**TASK**:
Count, in the entries below, the lines in which "this" occurs. Give the number, nothing more.

**DATA PROVIDED**:
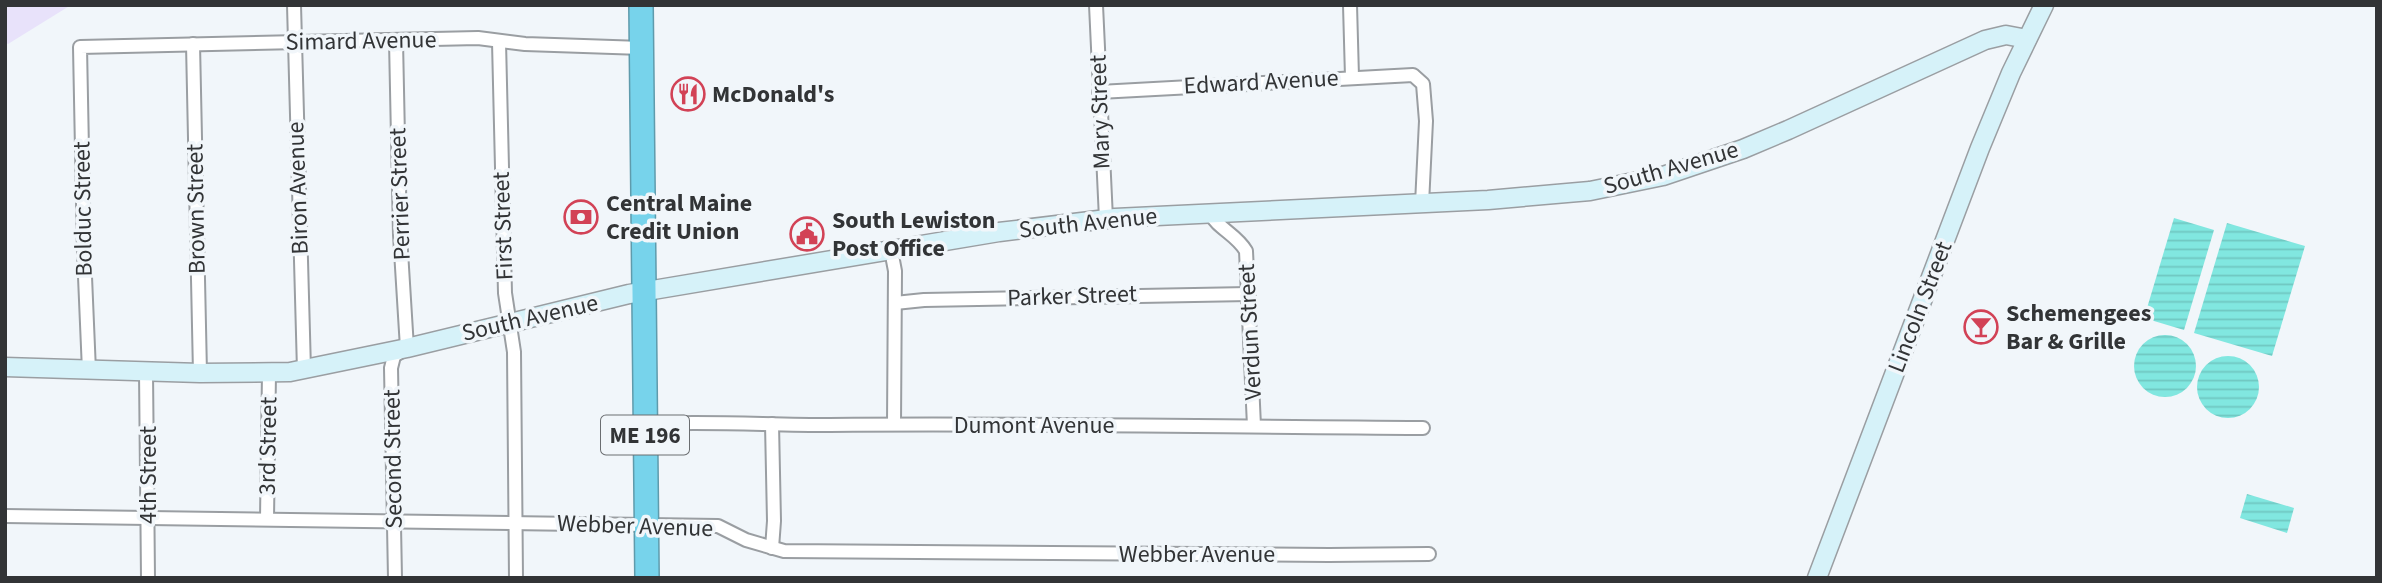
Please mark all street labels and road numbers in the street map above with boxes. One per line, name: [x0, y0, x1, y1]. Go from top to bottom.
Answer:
street label: Simard Avenue: [285, 22, 437, 60]
street label: Mary Street: [1081, 54, 1119, 170]
street label: Edward Avenue: [1183, 60, 1339, 104]
street label: Biron Avenue: [278, 121, 318, 255]
street label: Perrier Street: [380, 127, 420, 261]
street label: South Avenue: [1599, 132, 1743, 204]
street label: Bolduc Street: [64, 141, 102, 277]
street label: Brown Street: [177, 143, 215, 275]
street label: First Street: [484, 171, 522, 281]
street label: South Avenue: [1017, 198, 1159, 248]
street label: Lincoln Street: [1879, 236, 1961, 378]
street label: Verdun Street: [1229, 263, 1271, 401]
street label: Parker Street: [1007, 276, 1137, 316]
street label: South Avenue: [458, 285, 602, 351]
street label: Second Street: [374, 389, 412, 529]
street label: 3rd Street: [250, 397, 286, 495]
street label: Dumont Avenue: [954, 408, 1114, 443]
road number: ME 196: [601, 416, 689, 454]
street label: 4th Street: [131, 426, 166, 524]
street label: Webber Avenue: [556, 506, 714, 546]
street label: Webber Avenue: [1119, 537, 1275, 572]

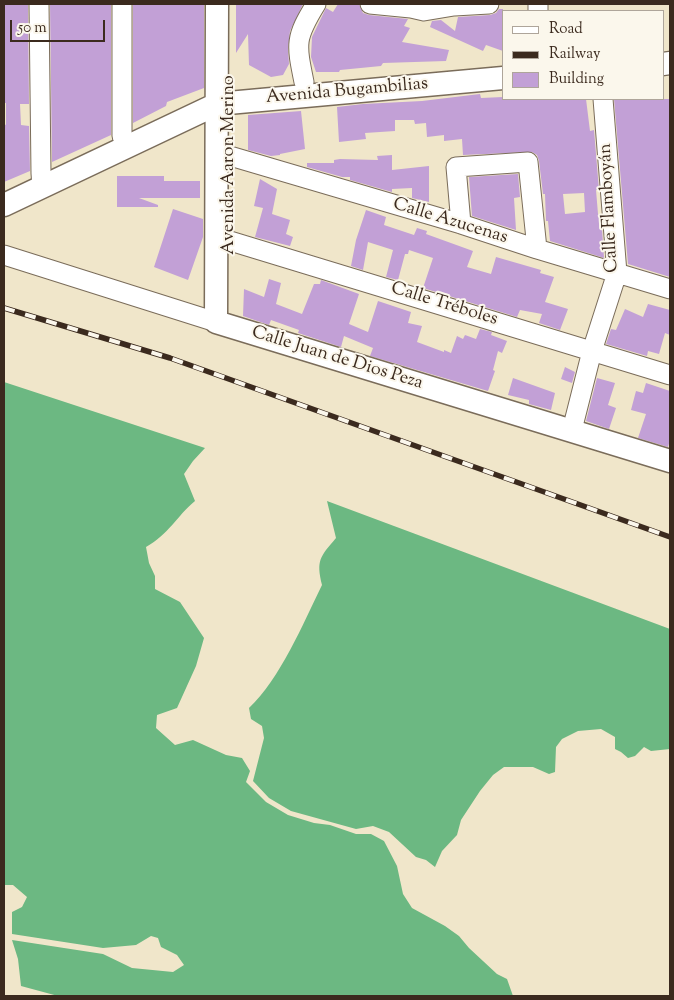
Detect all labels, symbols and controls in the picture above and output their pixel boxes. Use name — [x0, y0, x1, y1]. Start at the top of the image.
scale bar — [12, 10, 108, 42]
legend — [502, 10, 664, 100]
text: 50 m — [18, 18, 47, 39]
text: Road — [549, 19, 583, 40]
text: Railway — [549, 44, 600, 65]
text: Building — [549, 69, 604, 90]
street label: Avenida Bugambilias — [265, 74, 429, 110]
street label: Avenida Aaron Merino — [219, 75, 241, 255]
street label: Calle Flamboyán — [596, 143, 624, 273]
street label: Calle Azucenas — [390, 194, 510, 250]
street label: Calle Tréboles — [388, 279, 500, 331]
street label: Calle Juan de Dios Peza — [249, 323, 425, 395]

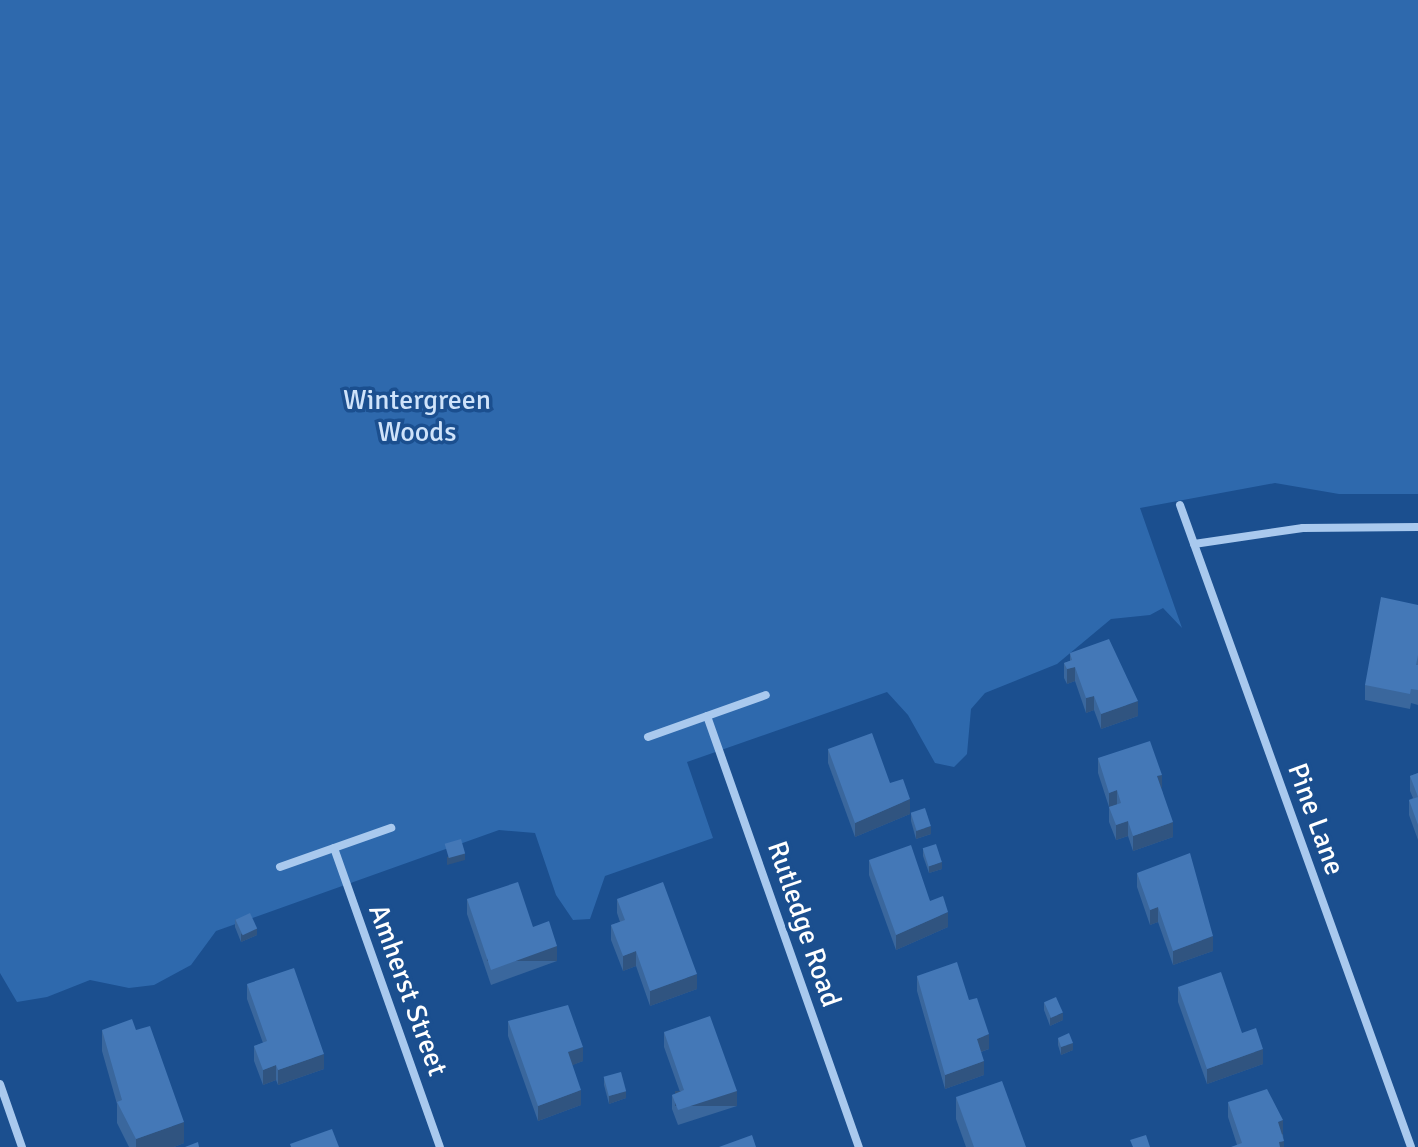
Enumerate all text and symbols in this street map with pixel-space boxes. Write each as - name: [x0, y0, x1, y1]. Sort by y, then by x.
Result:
- park label: Wintergreen Woods: [343, 383, 491, 449]
- street label: Pine Lane: [1280, 758, 1352, 880]
- street label: Rutledge Road: [760, 837, 848, 1011]
- street label: Amherst Street: [361, 900, 455, 1080]

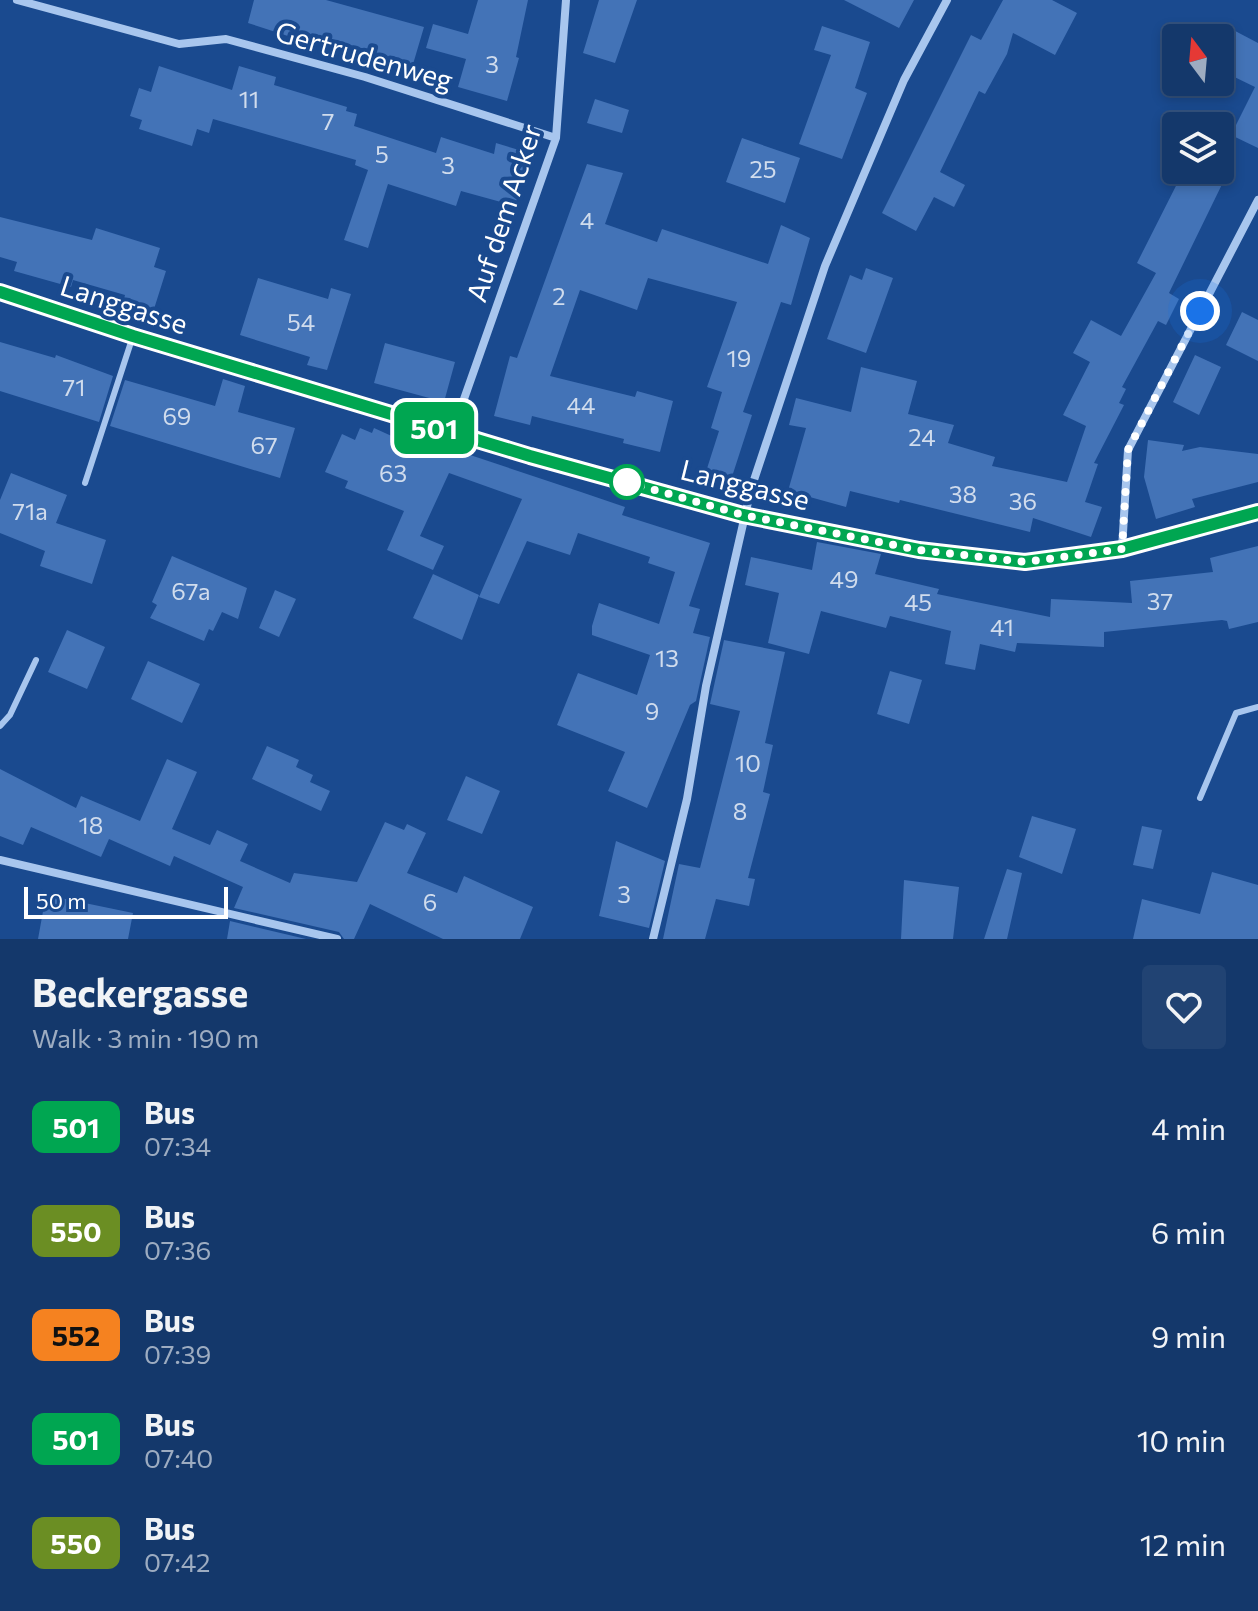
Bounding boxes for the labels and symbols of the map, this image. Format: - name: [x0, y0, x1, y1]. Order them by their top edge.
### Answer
- street label: Gertrudenweg: [271, 13, 457, 97]
- north arrow: [1162, 24, 1234, 96]
- house number: 3: [485, 49, 499, 78]
- house number: 11: [239, 84, 259, 113]
- house number: 7: [322, 106, 334, 135]
- street label: Auf dem Acker: [458, 120, 548, 306]
- house number: 5: [375, 139, 389, 168]
- house number: 3: [441, 150, 455, 179]
- house number: 25: [749, 154, 777, 183]
- house number: 4: [580, 205, 594, 234]
- street label: Langgasse: [56, 268, 192, 341]
- house number: 2: [552, 281, 566, 310]
- your location: [1180, 291, 1220, 331]
- house number: 54: [287, 307, 315, 336]
- house number: 19: [727, 343, 751, 372]
- house number: 71: [63, 372, 85, 401]
- house number: 44: [567, 390, 595, 419]
- house number: 69: [163, 401, 191, 430]
- line badge: 501: [388, 402, 480, 454]
- house number: 24: [908, 422, 936, 451]
- house number: 67: [250, 430, 278, 459]
- street label: Langgasse: [677, 452, 813, 516]
- house number: 63: [379, 458, 407, 487]
- unlabelled marker: [610, 465, 644, 499]
- house number: 38: [949, 479, 977, 508]
- house number: 36: [1009, 486, 1037, 515]
- house number: 71a: [12, 496, 48, 525]
- house number: 49: [830, 564, 858, 593]
- house number: 67a: [171, 576, 211, 605]
- house number: 37: [1147, 586, 1173, 615]
- house number: 45: [904, 587, 932, 616]
- house number: 41: [990, 612, 1014, 641]
- house number: 13: [655, 643, 679, 672]
- house number: 9: [645, 696, 659, 725]
- house number: 10: [735, 748, 761, 777]
- house number: 8: [733, 796, 747, 825]
- house number: 18: [79, 810, 103, 839]
- house number: 3: [617, 879, 631, 908]
- scale bar: [24, 883, 228, 919]
- house number: 6: [423, 887, 437, 916]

**RESPONSE TO THE TASK**:
2